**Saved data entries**
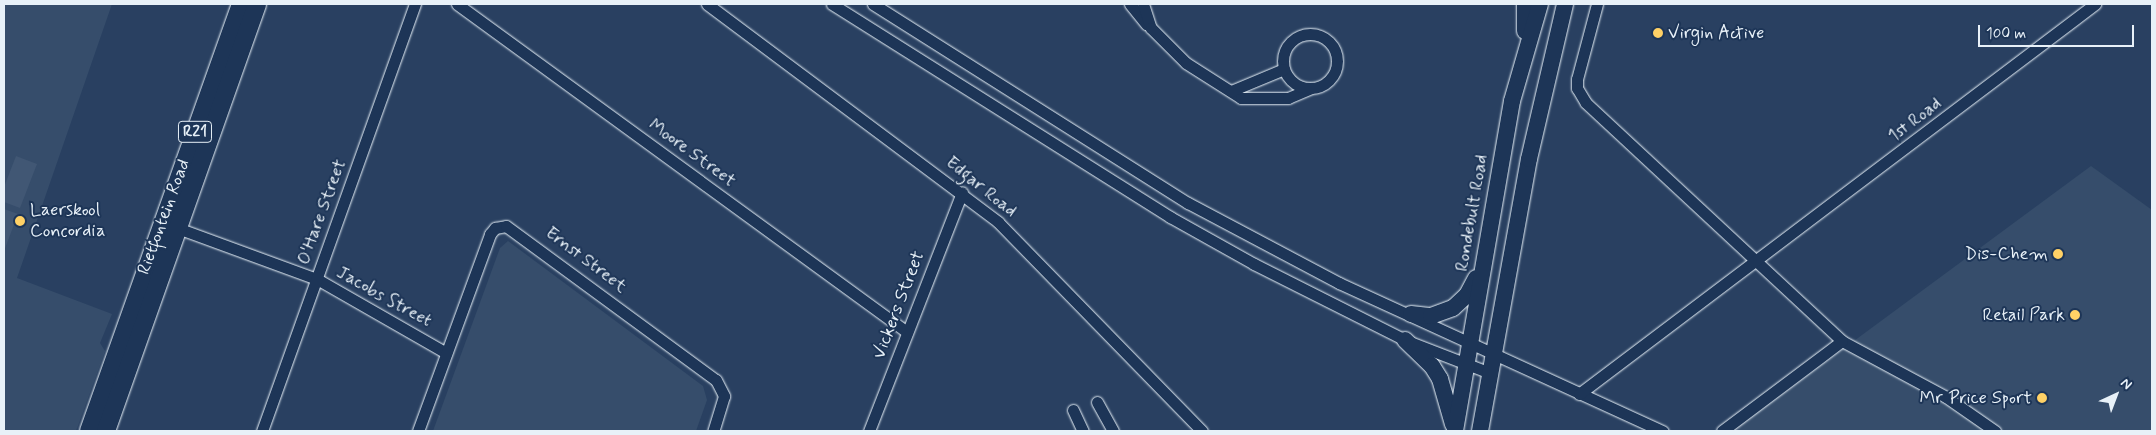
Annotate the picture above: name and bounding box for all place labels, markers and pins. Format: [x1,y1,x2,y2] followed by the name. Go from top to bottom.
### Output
[1668,22,1764,44] place label: Virgin Active
[1652,27,1664,39] marker: Virgin Active
[30,200,105,242] place label: Laerskool Concordia
[14,215,26,227] marker: Laerskool Concordia
[1965,243,2048,265] place label: Dis-Chem
[2052,248,2064,260] marker: Dis-Chem
[1982,304,2065,326] place label: Retail Park
[2069,309,2081,321] marker: Retail Park
[1917,387,2032,409] place label: Mr Price Sport
[2036,392,2048,404] marker: Mr Price Sport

**Aim of the exercise**
Your answer must be an exact transcription of every entry, minus the pictures.

**Answer to this task**
Annotate the picture above: name and bounding box for all place labels, markers and pins. Format: [x1,y1,x2,y2] followed by the name. Go from top to bottom.
### Output
[1668,22,1764,44] place label: Virgin Active
[1652,27,1664,39] marker: Virgin Active
[30,200,105,242] place label: Laerskool Concordia
[14,215,26,227] marker: Laerskool Concordia
[1965,243,2048,265] place label: Dis-Chem
[2052,248,2064,260] marker: Dis-Chem
[1982,304,2065,326] place label: Retail Park
[2069,309,2081,321] marker: Retail Park
[1917,387,2032,409] place label: Mr Price Sport
[2036,392,2048,404] marker: Mr Price Sport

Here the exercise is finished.